[Source material]

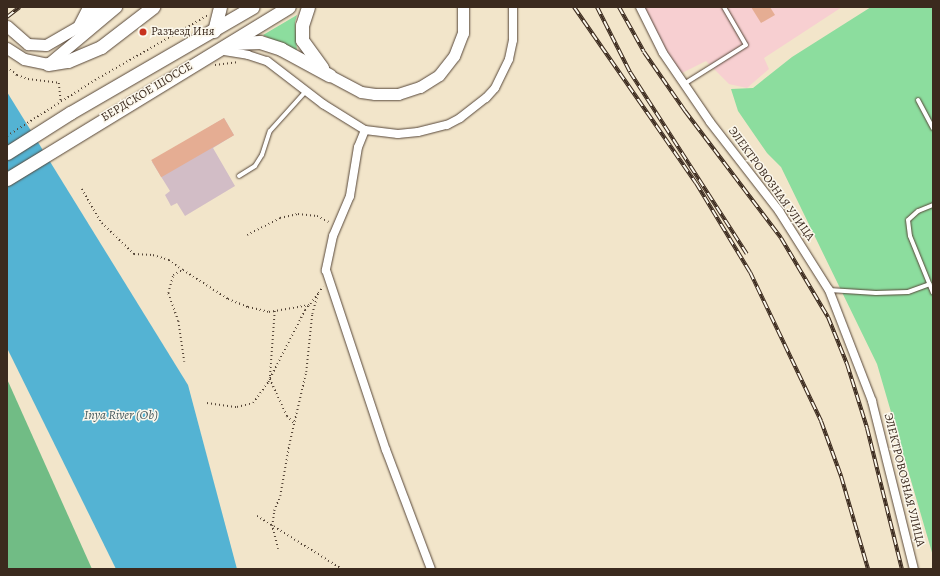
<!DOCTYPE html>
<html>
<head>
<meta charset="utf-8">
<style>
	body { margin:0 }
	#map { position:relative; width:940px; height:576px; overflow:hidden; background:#f2e5ca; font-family:Alegreya,serif }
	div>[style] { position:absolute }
	.built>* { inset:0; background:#f7cfd1 }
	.industrial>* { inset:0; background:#d2bdc6 }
	.green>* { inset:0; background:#8cdd9e }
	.forest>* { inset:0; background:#71bc85 }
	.water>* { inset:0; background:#54b3d3 }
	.building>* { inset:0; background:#e5ad93; transform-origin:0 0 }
	.path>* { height:1.5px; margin-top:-0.75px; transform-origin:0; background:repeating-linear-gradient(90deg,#564638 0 1px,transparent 0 4px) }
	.roads { filter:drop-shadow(0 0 1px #564638) drop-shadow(0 0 1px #564638) }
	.service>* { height:4px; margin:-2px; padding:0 2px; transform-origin:2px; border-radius:2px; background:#fff }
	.minor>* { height:8px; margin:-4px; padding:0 4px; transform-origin:4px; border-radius:4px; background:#fff }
	.secondary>* { height:11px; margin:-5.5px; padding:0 5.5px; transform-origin:5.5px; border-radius:5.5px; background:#fff }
	.trunk>* { height:13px; margin:-6.5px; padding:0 6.5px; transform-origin:6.5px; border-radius:6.5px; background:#fff }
	.rail>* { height:4px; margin-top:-2px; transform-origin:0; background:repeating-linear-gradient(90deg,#fbf7ec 0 8px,#3b2a1e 0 16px); box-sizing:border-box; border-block:1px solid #3b2a1e }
	.dots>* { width:11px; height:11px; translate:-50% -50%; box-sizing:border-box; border:2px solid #fbf7ec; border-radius:50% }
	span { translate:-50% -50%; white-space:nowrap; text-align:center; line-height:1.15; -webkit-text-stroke:3px #fbf7ec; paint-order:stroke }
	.poi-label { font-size:12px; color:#3b2a1e }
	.left { translate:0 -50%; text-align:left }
	.street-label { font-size:12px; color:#3b2a1e }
	.water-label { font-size:13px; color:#445a5d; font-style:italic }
	.frame { position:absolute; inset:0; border:8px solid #3b2a1e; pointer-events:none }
</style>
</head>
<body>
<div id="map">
	<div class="built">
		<i style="clip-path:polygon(640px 7px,842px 7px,764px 58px,769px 69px,747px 88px,729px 84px,706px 61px,678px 75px)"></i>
	</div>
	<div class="industrial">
		<i style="clip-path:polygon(224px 118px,234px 135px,213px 148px,235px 186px,185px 216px,177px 203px,171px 206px,165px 195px,170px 191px,152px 162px)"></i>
	</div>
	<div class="green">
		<i style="clip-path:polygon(871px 7px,933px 7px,933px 556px,877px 364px,781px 167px,767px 153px,738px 111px,731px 89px,753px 88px,792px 57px)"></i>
		<i style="clip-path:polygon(297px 15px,295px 22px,297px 53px,263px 35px)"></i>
	</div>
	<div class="forest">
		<i style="clip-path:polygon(7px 379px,92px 569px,7px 569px)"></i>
	</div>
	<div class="water">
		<i style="clip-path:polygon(7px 92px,188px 385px,237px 569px,116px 569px,7px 348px)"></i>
	</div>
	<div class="building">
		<i style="clip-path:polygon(751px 7px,770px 7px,775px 15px,761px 23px)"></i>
		<i style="left:224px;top:118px;width:20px;height:84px;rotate:60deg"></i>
	</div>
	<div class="path">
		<i style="left:215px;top:65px;width:24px;rotate:-7deg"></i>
		<i style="left:7px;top:67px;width:13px;rotate:39deg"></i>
		<i style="left:17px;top:75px;width:12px;rotate:20deg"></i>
		<i style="left:28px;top:79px;width:31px;rotate:7deg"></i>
		<i style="left:59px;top:83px;width:18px;rotate:84deg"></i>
		<i style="left:7px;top:136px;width:104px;rotate:-32.5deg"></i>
		<i style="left:95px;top:80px;width:130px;rotate:-29.9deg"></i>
		<i style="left:82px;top:189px;width:39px;rotate:60deg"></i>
		<i style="left:102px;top:223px;width:45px;rotate:44.1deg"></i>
		<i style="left:134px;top:254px;width:19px;rotate:3deg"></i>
		<i style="left:153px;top:255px;width:17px;rotate:17deg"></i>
		<i style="left:169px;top:260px;width:17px;rotate:36deg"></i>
		<i style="left:247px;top:235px;width:37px;rotate:-27deg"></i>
		<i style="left:280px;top:218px;width:18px;rotate:-13deg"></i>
		<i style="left:298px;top:214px;width:19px;rotate:6deg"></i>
		<i style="left:317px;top:216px;width:13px;rotate:27deg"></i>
		<i style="left:275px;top:311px;width:68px;rotate:94.2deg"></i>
		<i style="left:270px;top:379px;width:41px;rotate:65.3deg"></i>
		<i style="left:287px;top:416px;width:11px;rotate:45deg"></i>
		<i style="left:184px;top:362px;width:41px;rotate:-98.3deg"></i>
		<i style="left:178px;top:321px;width:30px;rotate:-110deg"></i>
		<i style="left:168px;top:293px;width:19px;rotate:-74deg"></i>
		<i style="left:173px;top:275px;width:11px;rotate:-27deg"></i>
		<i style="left:183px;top:270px;width:54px;rotate:32.8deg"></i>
		<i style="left:228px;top:299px;width:22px;rotate:22deg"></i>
		<i style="left:248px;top:307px;width:22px;rotate:13deg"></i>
		<i style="left:269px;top:312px;width:41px;rotate:-9.9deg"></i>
		<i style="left:207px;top:403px;width:30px;rotate:8deg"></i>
		<i style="left:237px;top:407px;width:16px;rotate:-14deg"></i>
		<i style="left:253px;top:403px;width:26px;rotate:-54deg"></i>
		<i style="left:268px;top:382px;width:81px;rotate:-62.8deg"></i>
		<i style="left:305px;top:310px;width:19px;rotate:-51deg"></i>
		<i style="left:257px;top:516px;width:100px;rotate:31.9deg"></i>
		<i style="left:278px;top:549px;width:24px;rotate:-105deg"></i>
		<i style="left:272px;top:526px;width:15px;rotate:-82deg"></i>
		<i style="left:274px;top:511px;width:16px;rotate:-68deg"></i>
		<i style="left:280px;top:496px;width:52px;rotate:-80deg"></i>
		<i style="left:289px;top:445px;width:75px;rotate:-76.9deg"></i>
		<i style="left:306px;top:372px;width:58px;rotate:-84.1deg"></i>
		<i style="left:312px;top:314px;width:22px;rotate:-74deg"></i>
		<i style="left:318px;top:293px;width:8px;rotate:-50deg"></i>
	</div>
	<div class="roads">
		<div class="service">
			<i style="left:684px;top:84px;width:73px;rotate:-32.2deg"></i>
			<i style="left:746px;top:45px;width:44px;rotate:-120.1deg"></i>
			<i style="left:918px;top:100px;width:32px;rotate:62deg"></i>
			<i style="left:239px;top:176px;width:19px;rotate:-32deg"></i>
			<i style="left:255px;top:166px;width:13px;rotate:-58deg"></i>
			<i style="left:262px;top:155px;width:25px;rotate:-72deg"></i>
			<i style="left:270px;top:131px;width:54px;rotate:-48deg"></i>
			<i style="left:933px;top:205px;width:16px;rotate:158deg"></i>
			<i style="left:918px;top:211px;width:13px;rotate:138deg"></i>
			<i style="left:908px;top:220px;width:16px;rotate:83deg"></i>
			<i style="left:910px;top:236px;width:61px;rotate:68deg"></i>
			<i style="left:829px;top:290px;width:47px;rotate:3.7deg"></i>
			<i style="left:876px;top:293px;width:32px;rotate:-2deg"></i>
			<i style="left:908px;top:292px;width:23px;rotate:-20deg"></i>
		</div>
		<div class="minor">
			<i style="left:640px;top:7px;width:51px;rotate:63.4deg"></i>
			<i style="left:663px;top:53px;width:83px;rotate:55.7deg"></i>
			<i style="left:710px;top:122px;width:113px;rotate:52.2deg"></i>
			<i style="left:779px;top:211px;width:93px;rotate:57.7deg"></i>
			<i style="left:829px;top:290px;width:119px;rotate:68.8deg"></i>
			<i style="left:872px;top:401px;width:173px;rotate:76deg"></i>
			<i style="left:218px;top:50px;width:30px;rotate:9deg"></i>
			<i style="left:248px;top:55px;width:20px;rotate:18deg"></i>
			<i style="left:267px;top:61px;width:71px;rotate:37.5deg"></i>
			<i style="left:323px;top:104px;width:49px;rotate:31.8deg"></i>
			<i style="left:365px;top:130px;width:33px;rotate:7deg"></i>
			<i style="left:398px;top:134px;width:20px;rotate:-6deg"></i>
			<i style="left:418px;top:132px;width:30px;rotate:-14deg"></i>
			<i style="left:447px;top:125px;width:15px;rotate:-28deg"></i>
			<i style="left:460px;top:118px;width:33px;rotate:-38deg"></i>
			<i style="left:486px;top:98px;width:13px;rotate:-48deg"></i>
			<i style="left:495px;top:88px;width:32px;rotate:-64deg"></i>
			<i style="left:509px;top:59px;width:19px;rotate:-78deg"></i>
			<i style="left:513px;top:40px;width:33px;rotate:-90deg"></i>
			<i style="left:365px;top:130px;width:18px;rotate:112deg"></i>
			<i style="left:358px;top:147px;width:50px;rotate:99.3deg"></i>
			<i style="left:350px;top:196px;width:43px;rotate:113deg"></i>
			<i style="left:333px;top:236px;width:35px;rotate:102deg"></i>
			<i style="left:326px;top:270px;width:190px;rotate:71.6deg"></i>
			<i style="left:386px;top:450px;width:127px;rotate:69.3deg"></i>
		</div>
		<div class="secondary">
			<i style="left:7px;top:26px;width:28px;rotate:41deg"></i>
			<i style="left:28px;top:44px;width:18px;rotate:3deg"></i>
			<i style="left:46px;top:45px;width:39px;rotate:-30deg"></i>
			<i style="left:80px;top:25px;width:28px;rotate:-39deg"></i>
			<i style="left:7px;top:48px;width:20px;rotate:33deg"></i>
			<i style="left:24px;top:59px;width:25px;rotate:12deg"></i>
			<i style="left:48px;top:64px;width:89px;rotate:-40deg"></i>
			<i style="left:329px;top:75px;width:36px;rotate:28deg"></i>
			<i style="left:361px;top:92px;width:14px;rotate:8deg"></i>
			<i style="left:375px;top:94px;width:23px"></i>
			<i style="left:398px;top:94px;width:23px;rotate:-18deg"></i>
			<i style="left:420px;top:87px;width:22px;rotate:-32deg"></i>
			<i style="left:439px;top:75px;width:24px;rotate:-52deg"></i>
			<i style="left:454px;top:56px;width:25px;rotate:-69deg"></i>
			<i style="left:463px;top:33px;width:26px;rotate:-90deg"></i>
		</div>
		<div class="trunk">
			<i style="left:308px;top:7px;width:19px;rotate:108deg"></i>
			<i style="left:302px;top:25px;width:15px;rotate:90deg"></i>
			<i style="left:302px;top:40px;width:34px;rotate:54deg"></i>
			<i style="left:80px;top:25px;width:20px;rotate:-63deg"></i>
			<i style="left:214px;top:31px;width:25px;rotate:-76deg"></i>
			<i style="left:232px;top:43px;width:28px;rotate:-2deg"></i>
			<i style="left:260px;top:42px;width:22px;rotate:18deg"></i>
			<i style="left:281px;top:49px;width:55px;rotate:28.4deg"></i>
			<i style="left:48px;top:64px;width:20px;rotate:-9deg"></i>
			<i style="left:68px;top:61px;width:36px;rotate:-23deg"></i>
			<i style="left:101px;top:47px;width:66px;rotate:-37.6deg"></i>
			<i style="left:7px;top:153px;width:75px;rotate:-32.4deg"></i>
			<i style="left:70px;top:113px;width:211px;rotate:-30.1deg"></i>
			<i style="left:7px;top:179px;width:330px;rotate:-31.4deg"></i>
		</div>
	</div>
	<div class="rail">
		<i style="left:574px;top:7px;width:214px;rotate:55.3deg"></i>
		<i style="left:696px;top:183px;width:104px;rotate:58.8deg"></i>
		<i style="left:750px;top:272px;width:165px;rotate:64.5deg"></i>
		<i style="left:821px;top:421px;width:59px;rotate:70deg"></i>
		<i style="left:841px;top:476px;width:97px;rotate:73.8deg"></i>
		<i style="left:597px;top:7px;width:73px;rotate:63.1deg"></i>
		<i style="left:630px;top:72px;width:216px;rotate:57.3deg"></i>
		<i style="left:619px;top:7px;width:51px;rotate:60.9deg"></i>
		<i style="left:644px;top:52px;width:72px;rotate:55.2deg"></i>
		<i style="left:685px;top:111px;width:159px;rotate:52.9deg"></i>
		<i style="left:781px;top:238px;width:92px;rotate:59.3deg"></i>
		<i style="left:828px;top:317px;width:51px;rotate:68deg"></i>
		<i style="left:847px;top:364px;width:67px;rotate:72.6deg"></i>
		<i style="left:867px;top:428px;width:145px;rotate:76.1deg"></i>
		<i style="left:7px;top:17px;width:16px;rotate:-38deg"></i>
	</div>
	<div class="dots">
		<i style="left:143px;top:32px;background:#c8321e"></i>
	</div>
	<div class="poi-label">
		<span class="left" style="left:151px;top:32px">Разъезд Иня</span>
	</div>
	<div class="street-label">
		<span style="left:147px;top:92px;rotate:-31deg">БЕРДСКОЕ ШОССЕ</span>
		<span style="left:771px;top:184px;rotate:54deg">ЭЛЕКТРОВОЗНАЯ УЛИЦА</span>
		<span style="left:904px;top:480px;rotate:76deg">ЭЛЕКТРОВОЗНАЯ УЛИЦА</span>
	</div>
	<div class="water-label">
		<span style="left:121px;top:415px">Inya River (Ob)</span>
	</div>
	<div class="frame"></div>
</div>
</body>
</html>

[/Source material]

Work request -> All lines above from the line with "inset:0; background:#e5ad93; transform-origin:0" through the line with "height:1.5px; margin-top:-0.75px; transform-origin:0;", both included, are to be set down exactly, with nothing else.

Exercise result ->
	.building>* { inset:0; background:#e5ad93; transform-origin:0 0 }
	.path>* { height:1.5px; margin-top:-0.75px; transform-origin:0; background:repeating-linear-gradient(90deg,#564638 0 1px,transparent 0 4px) }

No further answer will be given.